WHAT THE EXERCISE ASKS:
Set down the first line below and each line after it, ending with the one that holds "0 #76717d) drop-shadow(-2px". Pictures do not belong in the copy.

Stored data entries:
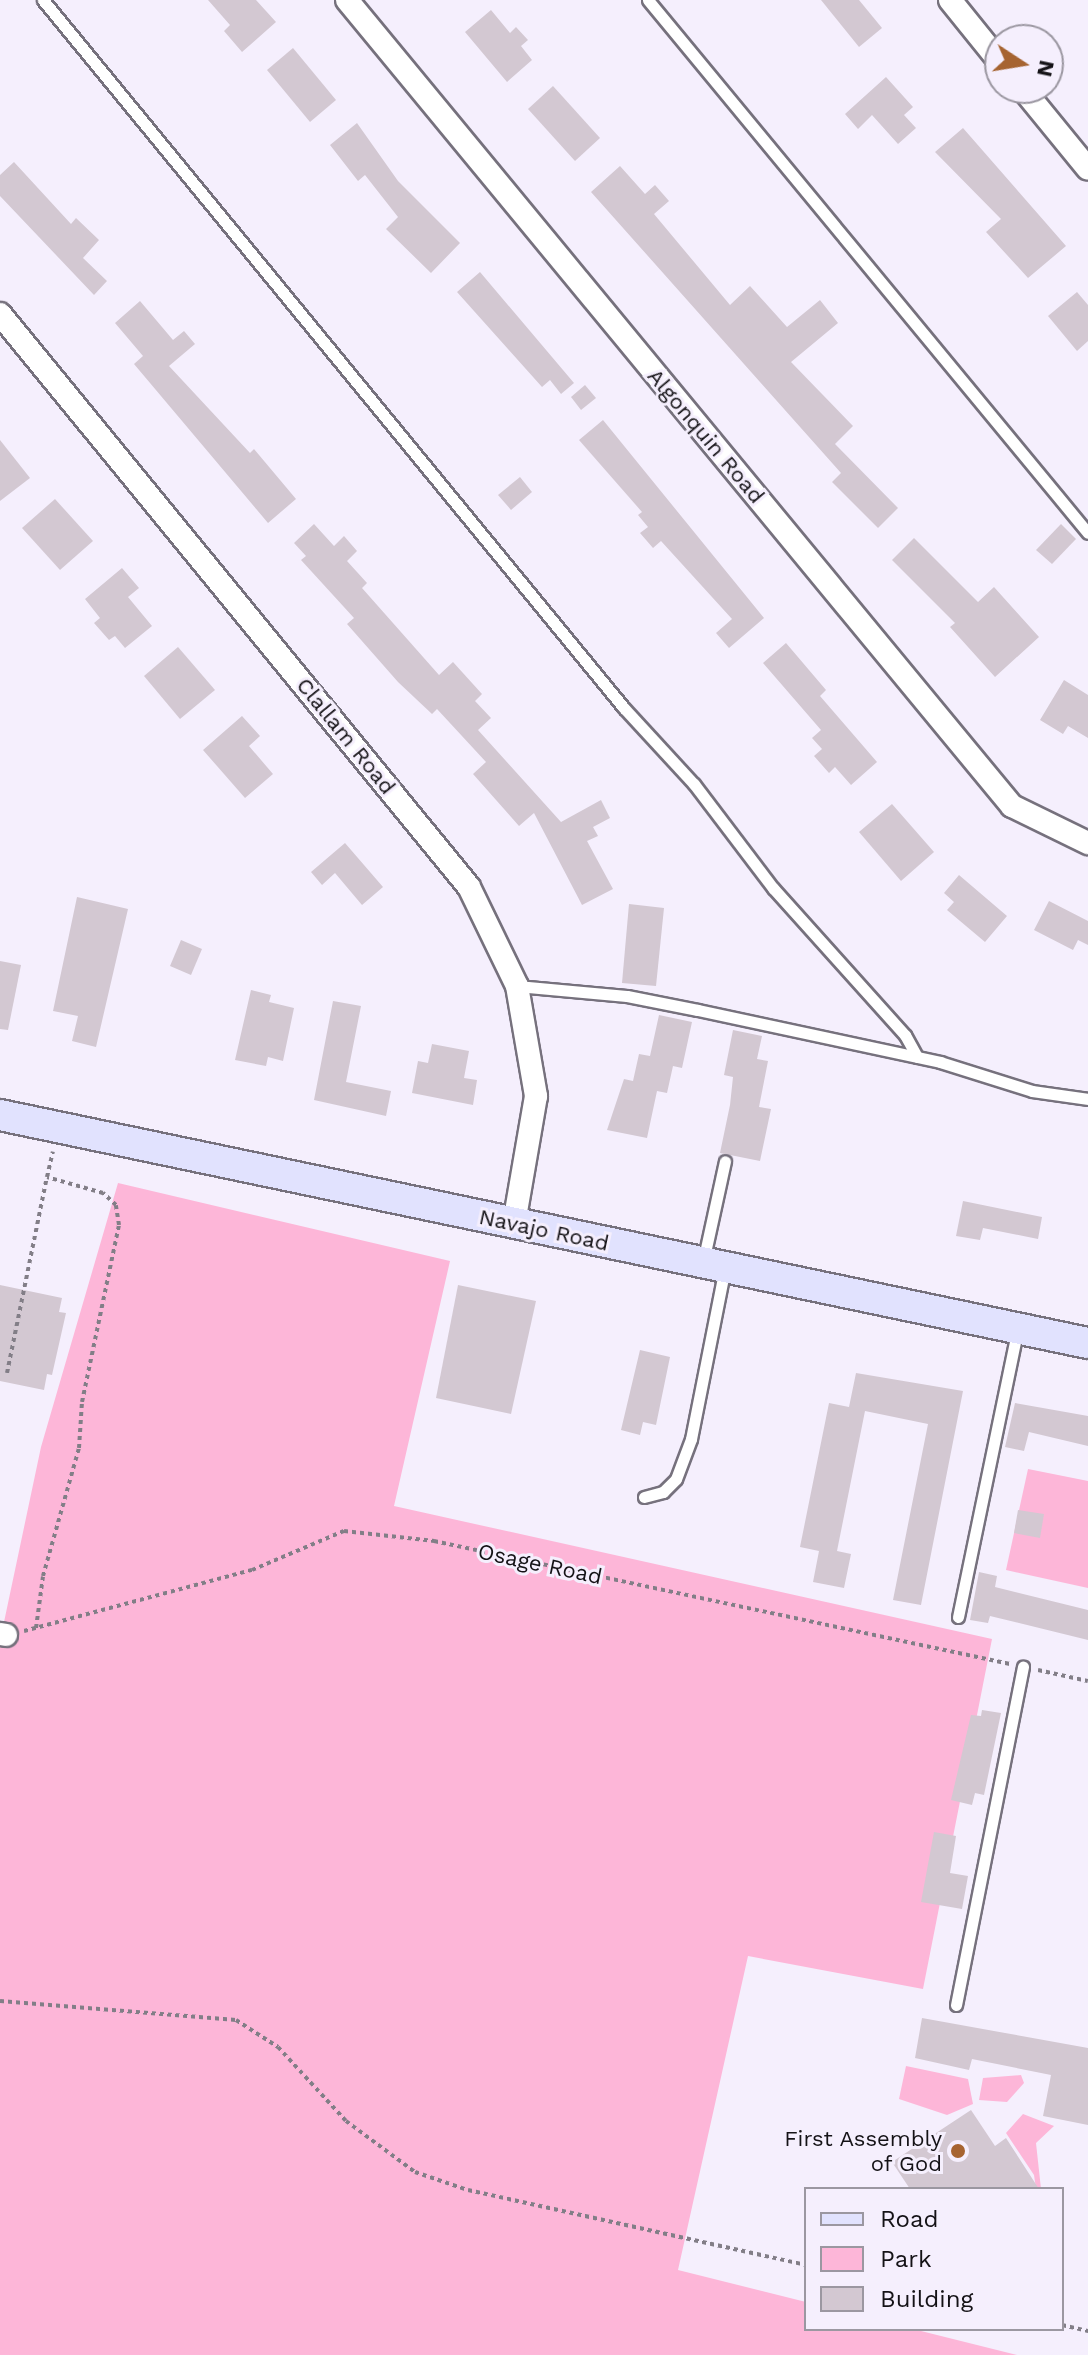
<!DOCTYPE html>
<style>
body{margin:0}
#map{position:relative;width:1088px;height:2355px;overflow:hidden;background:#f5effd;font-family:"Work Sans",sans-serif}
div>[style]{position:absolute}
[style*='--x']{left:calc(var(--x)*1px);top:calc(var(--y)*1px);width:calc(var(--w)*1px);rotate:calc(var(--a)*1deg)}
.green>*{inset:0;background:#fdb6d8}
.building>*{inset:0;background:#d3c8d2}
.path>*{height:4px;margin-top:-2px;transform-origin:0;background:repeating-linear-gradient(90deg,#827e87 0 4px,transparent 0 8px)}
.roads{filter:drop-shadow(2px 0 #76717d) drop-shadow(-2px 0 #76717d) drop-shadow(0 2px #76717d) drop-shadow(0 -2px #76717d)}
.service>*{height:11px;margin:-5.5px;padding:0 5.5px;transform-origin:5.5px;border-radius:5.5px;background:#fff}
.minor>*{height:22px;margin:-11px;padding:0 11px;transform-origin:11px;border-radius:11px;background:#fff}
.secondary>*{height:30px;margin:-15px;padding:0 15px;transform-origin:15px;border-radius:15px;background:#e1e2fe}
.dots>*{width:22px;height:22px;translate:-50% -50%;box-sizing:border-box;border:4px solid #f5effd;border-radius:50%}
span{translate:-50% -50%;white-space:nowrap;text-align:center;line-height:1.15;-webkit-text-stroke:6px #f5effd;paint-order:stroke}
.street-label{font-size:22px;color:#141216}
.poi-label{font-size:22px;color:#141216}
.right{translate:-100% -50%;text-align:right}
.legend{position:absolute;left:804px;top:2187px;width:260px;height:144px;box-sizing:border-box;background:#f5effd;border:2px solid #9b97a1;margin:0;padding:10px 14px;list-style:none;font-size:24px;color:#141216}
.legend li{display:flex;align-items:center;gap:16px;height:40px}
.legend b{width:40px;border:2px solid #9b97a1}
.north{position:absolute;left:984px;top:24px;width:80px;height:80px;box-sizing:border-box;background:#f5effd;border:2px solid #9b97a1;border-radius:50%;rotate:102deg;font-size:22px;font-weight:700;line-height:32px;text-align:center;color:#141216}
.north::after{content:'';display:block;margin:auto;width:28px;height:36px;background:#a66431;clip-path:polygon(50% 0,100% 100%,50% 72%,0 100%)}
</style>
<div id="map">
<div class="green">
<i style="clip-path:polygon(118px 1183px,450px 1261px,394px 1506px,992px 1639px,923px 1989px,748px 1956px,678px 2270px,806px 2302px,806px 2329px,913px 2329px,1017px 2355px,0 2355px,0 1641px,41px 1447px)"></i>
<i style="clip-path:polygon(1028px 1469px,1088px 1481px,1088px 1588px,1006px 1570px)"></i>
<i style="clip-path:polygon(906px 2066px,968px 2079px,973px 2104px,947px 2115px,899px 2099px)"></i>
<i style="clip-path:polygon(1021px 2075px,1024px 2083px,1007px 2102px,979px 2100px,983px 2078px)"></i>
<i style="clip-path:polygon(1023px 2114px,1054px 2126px,1036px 2143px,1041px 2189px,1036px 2189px,1034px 2175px,1006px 2133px)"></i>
</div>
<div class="building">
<i style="clip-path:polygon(208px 0,256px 0,276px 22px,242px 52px,224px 31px,230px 25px)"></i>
<i style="clip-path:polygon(821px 0,859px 0,882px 28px,859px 47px)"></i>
<i style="clip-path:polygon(491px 10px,510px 33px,516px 27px,528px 40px,521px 46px,532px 60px,507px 82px,465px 32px)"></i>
<i style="clip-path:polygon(293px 48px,336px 100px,310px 122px,267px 70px)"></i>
<i style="clip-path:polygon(886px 77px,913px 107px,904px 115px,916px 128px,898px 144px,872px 115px,858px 129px,845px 114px)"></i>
<i style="clip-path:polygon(553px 86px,600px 138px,575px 161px,528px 109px)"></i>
<i style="clip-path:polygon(357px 123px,398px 181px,460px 243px,431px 273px,386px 229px,398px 217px,365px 175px,358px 181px,330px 145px)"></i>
<i style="clip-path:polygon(963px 128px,1066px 246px,1028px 278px,986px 232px,1001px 219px,935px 152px)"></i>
<i style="clip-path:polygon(14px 162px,71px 224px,76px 218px,99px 240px,83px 258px,107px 281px,94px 295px,0 196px,0 175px)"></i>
<i style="clip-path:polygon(620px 166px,645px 194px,655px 185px,669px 201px,654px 214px,730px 305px,750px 286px,787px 327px,820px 300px,838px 323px,791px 362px,853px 426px,835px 444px,898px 508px,878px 528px,832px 482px,841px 473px,591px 192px)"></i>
<i style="clip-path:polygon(480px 272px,574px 383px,561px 394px,550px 380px,542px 387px,457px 292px)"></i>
<i style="clip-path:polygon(1077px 292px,1088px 305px,1088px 341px,1077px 351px,1048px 316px)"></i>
<i style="clip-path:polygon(140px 301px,173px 340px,184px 331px,195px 344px,169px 366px,250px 453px,254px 449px,296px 499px,268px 523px,134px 364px,143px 356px,115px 323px)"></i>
<i style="clip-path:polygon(585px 385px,596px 398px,581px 410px,571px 397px)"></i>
<i style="clip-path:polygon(603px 420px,764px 618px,729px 648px,716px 633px,732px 619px,661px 541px,653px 548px,640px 533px,648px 527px,638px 515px,642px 512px,579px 440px)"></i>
<i style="clip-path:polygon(0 440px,30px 478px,0 501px)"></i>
<i style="clip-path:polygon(520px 477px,532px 492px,511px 510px,498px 495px)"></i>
<i style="clip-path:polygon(55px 499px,93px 541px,60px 570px,22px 528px)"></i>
<i style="clip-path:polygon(314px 524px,334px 546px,344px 536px,357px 551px,347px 561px,367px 583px,362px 588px,439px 675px,453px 662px,482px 694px,475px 701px,491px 718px,478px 730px,561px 822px,601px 800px,610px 818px,593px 827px,598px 836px,587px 841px,613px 889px,582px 905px,534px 813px,519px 826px,473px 774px,486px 762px,437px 709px,432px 714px,398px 682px,347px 624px,354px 618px,301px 560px,306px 556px,294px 543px)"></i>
<i style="clip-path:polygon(1061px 524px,1076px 539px,1052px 564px,1036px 550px)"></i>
<i style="clip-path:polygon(914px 538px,978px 602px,994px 587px,1039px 637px,995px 677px,950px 627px,955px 623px,892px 560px)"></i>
<i style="clip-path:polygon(122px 568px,139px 588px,128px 597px,152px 626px,125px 648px,115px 636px,109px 640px,94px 623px,100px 618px,85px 599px)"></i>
<i style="clip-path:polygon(786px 643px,826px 690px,820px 696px,877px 762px,851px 785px,835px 767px,829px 773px,814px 756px,822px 749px,812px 738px,821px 730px,763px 663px)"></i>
<i style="clip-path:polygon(178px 647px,215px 690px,180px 719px,144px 676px)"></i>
<i style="clip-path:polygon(1064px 680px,1088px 695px,1088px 738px,1068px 726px,1063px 734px,1040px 720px)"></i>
<i style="clip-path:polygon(242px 716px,260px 736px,249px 746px,273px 774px,245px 798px,203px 750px)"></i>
<i style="clip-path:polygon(892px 804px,934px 852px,901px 881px,859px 832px)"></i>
<i style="clip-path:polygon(345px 843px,383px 887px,362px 905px,335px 873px,322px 885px,311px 872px)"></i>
<i style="clip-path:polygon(959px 875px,1007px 916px,985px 942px,947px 910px,954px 902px,944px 893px)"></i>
<i style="clip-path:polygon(77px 897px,128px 909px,96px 1047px,72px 1041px,78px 1016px,53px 1011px)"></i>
<i style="clip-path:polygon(1049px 901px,1088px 921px,1088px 945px,1078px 940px,1073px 950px,1034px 930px)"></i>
<i style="clip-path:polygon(629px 904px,664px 908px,656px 986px,622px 983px)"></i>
<i style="clip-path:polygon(181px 940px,202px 949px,191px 975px,170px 966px)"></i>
<i style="clip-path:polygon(0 961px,21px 965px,8px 1030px,0 1029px)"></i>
<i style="clip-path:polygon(251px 990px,271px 995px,269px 1002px,294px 1008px,283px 1061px,268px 1057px,266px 1066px,235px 1060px)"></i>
<i style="clip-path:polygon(333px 1001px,361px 1006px,346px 1082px,391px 1091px,386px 1116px,314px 1100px)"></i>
<i style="clip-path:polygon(659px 1015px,692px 1022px,682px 1068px,673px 1066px,667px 1093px,657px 1091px,647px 1138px,607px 1130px,624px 1079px,633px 1081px,639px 1054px,650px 1056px)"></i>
<i style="clip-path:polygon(733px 1030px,762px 1036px,757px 1059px,768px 1061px,759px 1107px,771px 1109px,760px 1161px,720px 1153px,730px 1105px,733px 1077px,724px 1075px)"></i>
<i style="clip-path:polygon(432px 1044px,469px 1051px,464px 1078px,477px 1080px,473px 1105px,412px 1093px,418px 1061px,428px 1063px)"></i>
<i style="clip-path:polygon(963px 1201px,1042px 1217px,1038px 1239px,983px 1228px,980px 1240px,956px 1236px)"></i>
<i style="clip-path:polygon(0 1285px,62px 1298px,59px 1312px,66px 1313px,52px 1375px,47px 1374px,44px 1390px,0 1381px)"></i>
<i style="clip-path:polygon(458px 1285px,536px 1301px,511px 1414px,436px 1398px)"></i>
<i style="clip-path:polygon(640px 1350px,670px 1357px,656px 1425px,643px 1422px,640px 1435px,621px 1430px)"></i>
<i style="clip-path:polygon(856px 1373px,963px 1391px,921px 1605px,893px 1600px,928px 1424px,865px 1411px,837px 1551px,851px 1554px,844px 1588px,813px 1582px,819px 1551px,800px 1547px,829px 1403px,849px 1407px)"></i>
<i style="clip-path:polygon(1015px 1403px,1088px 1416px,1088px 1446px,1029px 1432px,1024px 1451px,1005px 1447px)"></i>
<i style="clip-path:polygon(1018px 1510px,1044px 1514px,1040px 1538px,1014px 1533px)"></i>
<i style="clip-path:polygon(979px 1572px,997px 1576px,995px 1587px,1088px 1610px,1088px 1640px,990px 1616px,988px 1623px,970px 1620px)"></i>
<i style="clip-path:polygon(982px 1710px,1001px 1713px,984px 1795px,975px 1793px,972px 1805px,951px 1800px,971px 1715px,981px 1716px)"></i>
<i style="clip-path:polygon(934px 1832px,956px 1836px,950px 1873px,968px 1876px,962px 1909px,921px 1902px)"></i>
<i style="clip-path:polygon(922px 2018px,1088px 2048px,1088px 2125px,1043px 2116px,1051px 2075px,972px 2059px,969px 2070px,915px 2058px)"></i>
<i style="clip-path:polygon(971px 2110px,995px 2146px,1006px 2138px,1039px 2189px,910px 2189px,892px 2162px)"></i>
</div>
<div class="path">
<i style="--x:7;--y:1373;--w:200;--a:-78.5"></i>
<i style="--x:36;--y:1628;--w:52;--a:-82.3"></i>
<i style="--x:43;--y:1576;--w:133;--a:-74.3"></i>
<i style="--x:79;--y:1448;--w:46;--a:-86.3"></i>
<i style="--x:82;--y:1402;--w:181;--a:-78.2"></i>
<i style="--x:119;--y:1225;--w:20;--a:-99"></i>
<i style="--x:116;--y:1205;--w:18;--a:-137"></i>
<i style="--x:103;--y:1193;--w:58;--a:-164.1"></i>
<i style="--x:47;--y:1177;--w:26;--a:-77"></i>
<i style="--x:24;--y:1631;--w:236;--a:-15"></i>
<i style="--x:252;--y:1570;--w:100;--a:-23"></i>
<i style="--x:344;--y:1531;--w:91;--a:6.3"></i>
<i style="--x:434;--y:1541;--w:589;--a:12.05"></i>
<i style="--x:1038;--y:1670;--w:51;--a:12.4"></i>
<i style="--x:0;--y:2001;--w:237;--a:4.6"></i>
<i style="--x:236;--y:2020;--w:50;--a:32.7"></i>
<i style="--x:278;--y:2047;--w:100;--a:47.4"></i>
<i style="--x:346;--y:2121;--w:86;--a:36.5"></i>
<i style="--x:415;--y:2172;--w:56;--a:18.8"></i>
<i style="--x:468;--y:2190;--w:346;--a:12.5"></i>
<i style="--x:1062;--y:2325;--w:27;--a:13"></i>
</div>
<div class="roads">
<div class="service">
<i style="--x:43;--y:0;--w:916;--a:50.63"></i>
<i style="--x:624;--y:708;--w:103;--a:47.4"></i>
<i style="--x:694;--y:784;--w:131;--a:52.8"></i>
<i style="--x:773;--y:888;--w:198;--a:48.1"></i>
<i style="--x:905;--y:1035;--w:25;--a:61"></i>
<i style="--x:648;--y:0;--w:691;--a:50.46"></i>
<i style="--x:517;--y:986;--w:110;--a:5.2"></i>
<i style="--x:627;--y:996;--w:72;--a:11.2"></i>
<i style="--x:698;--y:1010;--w:248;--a:12.1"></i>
<i style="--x:940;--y:1062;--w:96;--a:17.5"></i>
<i style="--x:1032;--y:1091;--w:57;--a:8.1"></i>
<i style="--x:703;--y:1262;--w:103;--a:-77.7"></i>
<i style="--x:644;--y:1497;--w:20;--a:-15"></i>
<i style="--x:663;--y:1492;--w:18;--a:-45"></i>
<i style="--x:676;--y:1479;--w:43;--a:-69.4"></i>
<i style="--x:691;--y:1439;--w:174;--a:-78.8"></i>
<i style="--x:958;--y:1617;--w:292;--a:-78.3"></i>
<i style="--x:956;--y:2005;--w:345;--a:-78.8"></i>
</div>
<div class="minor">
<i style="--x:347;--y:0;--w:1045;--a:50.48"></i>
<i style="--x:1012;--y:806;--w:85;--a:26"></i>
<i style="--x:950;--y:0;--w:80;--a:51.1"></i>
<i style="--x:1022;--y:88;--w:104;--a:50.8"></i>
<i style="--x:0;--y:314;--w:740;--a:50.7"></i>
<i style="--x:469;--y:887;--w:110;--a:64.1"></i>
<i style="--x:517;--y:986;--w:112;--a:80.2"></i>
<i style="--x:536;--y:1096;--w:130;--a:99.8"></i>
<i style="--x:0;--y:1634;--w:6;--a:9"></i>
</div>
<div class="secondary">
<i style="--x:0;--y:1115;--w:1112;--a:11.84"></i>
</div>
</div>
<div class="dots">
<i style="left:958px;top:2151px;background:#a66431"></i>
</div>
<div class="street-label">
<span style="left:706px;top:436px;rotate:50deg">Algonquin Road</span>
<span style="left:346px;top:736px;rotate:51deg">Clallam Road</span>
<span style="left:544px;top:1230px;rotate:12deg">Navajo Road</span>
<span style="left:540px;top:1564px;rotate:12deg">Osage Road</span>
</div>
<div class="poi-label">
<span class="right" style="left:942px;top:2151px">First Assembly<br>of God</span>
</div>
<ul class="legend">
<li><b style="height:10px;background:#e1e2fe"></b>Road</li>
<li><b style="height:22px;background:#fdb6d8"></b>Park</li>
<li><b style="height:22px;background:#d3c8d2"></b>Building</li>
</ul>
<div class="north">N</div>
</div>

EXERCISE RESULT:
<!DOCTYPE html>
<style>
body{margin:0}
#map{position:relative;width:1088px;height:2355px;overflow:hidden;background:#f5effd;font-family:"Work Sans",sans-serif}
div>[style]{position:absolute}
[style*='--x']{left:calc(var(--x)*1px);top:calc(var(--y)*1px);width:calc(var(--w)*1px);rotate:calc(var(--a)*1deg)}
.green>*{inset:0;background:#fdb6d8}
.building>*{inset:0;background:#d3c8d2}
.path>*{height:4px;margin-top:-2px;transform-origin:0;background:repeating-linear-gradient(90deg,#827e87 0 4px,transparent 0 8px)}
.roads{filter:drop-shadow(2px 0 #76717d) drop-shadow(-2px 0 #76717d) drop-shadow(0 2px #76717d) drop-shadow(0 -2px #76717d)}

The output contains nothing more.